This incident took place during the fourth month of the program when many
students were going to job interviews. One crucial component of the interviewing
process was to see if the candidates had had work experience, especially in North
America, related to the job for which they were applying. Therefore, how well
these women could connect their past work experience to the present job played
a very important role in impressing the interviewers and, therefore, enhancing
their job opportunities.

Clearly Ming had had something in mind when she ran after me after class and
started chatting with me in the hallway. At first I really thought it was just an
ordinary conversation and not specifically a request for me to do something. Even
though I provided a few words and phrases to help her express herself, I did it in
my usual way with the CAA students. During the whole conversation (more than
80 turns), Ming never explicitly brought up the request, but she kept chatting and
hinting. I could tell that Ming was nervous because she had prepared for a bank
job interview the day before, but it had suddenly been changed to a clothing
company interview and she did not feel comfortable because she was dressed in
`casual' and `unformal' attire (Turn 21), which she was afraid might be
inappropriate for a job interview. What she wanted to impress on the interviewer
was that she had some experience in the clothing business. It was not until Turn
32 that I finally perceived her intention, `Oh! You want me to tell you how to do
it? How to say something?' and she admitted `Yeah,' laughing with some
embarrassment. Using extended `small talk' in this requesting event was a
typical strategy for Ming, who preferred to provide grounders (reasons or
background information) to steer the course of the interaction in the direction of
her intended goal and to provide chances for her interactant(s) to perform a
polite act (i.e., to offer), without her having to perform a face-threatening act
(i.e., to make a request).
Thus, the indirectness in this request was not employed at the level of a single
utterance but at the level of the entire discourse. In other words, the request was
not performed or accomplished until after abundant `small talk' (or `supportive
moves') which seemingly had no relation to the intended requestive goal. This
kind of indirectness seemed quite characteristic of Chinese-background L2
learners and was evidently related to a combination of factors: their L1 (Chinese),
cultural background, personality, and circumstances. Yet even as a Chinese
person myself, I did not realize Ming's intended goal until many turns had been
exchanged.
Indirectness is said to be a `signature feature of Chinese communication' (Chang,
1999, p. 537). Zhang (1995) describes Chinese indirectness as follows:
Chinese indirectness, it seems, is associated with information sequencing. ... The
degree of indirectness is determined by the length of the supportive moves which
do not contain explicitly the intended proposition.
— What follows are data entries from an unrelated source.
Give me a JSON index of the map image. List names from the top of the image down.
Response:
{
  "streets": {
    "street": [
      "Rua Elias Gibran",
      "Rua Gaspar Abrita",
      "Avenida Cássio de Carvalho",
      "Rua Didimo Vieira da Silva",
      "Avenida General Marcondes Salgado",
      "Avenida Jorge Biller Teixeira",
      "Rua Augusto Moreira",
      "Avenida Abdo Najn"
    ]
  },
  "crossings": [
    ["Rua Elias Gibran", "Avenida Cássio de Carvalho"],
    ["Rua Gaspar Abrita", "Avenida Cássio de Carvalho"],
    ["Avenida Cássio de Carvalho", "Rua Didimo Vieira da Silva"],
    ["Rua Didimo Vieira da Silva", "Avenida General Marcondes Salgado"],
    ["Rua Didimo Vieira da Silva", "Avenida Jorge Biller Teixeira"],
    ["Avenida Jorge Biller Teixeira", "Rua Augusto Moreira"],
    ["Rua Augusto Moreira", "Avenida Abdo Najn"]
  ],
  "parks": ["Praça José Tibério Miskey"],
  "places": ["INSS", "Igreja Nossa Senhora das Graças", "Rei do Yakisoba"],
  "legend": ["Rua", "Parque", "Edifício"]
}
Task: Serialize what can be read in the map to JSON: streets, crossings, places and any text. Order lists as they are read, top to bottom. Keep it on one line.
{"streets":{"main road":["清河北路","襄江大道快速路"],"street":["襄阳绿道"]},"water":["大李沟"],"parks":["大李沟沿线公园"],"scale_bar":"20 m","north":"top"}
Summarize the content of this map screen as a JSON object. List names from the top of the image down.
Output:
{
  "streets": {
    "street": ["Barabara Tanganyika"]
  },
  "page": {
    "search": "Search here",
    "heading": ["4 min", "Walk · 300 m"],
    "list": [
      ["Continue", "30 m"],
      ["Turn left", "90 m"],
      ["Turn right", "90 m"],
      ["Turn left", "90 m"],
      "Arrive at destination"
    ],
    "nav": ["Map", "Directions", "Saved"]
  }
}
The more one beats around the
bush, the more indirect one's speech becomes. (p. 82, author's emphasis)

Based on his pragmatics research analyzing Chinese conversation, Chang (1999)


observed that Chinese people `have a tendency to engage in indirect, ambiguous
verbal discourse' (p. 535) and that `direct confrontation is discouraged whereas
indirect forms of communication permeate aspects of Chinese daily life' (p. 539).
This does not mean that all Chinese interlocutors or all Chinese interactions are
invariably indirect; naturally, the degree of directness or indirectness among
Chinese interlocutors depends on their roles, relationships, history, the type and
purpose of a speech event, and so on. However, it does suggest a fundamental
cultural value, determined to some extent by the collective recognition of and
respect for certain ways of speaking. Chinese encounter a set of corresponding
sociolinguistic strategies and conventions from a young age which they are
expected to internalize and which they later may transfer to L2 interactions as
well. I will return to this issue of (in)directness in the Discussion section.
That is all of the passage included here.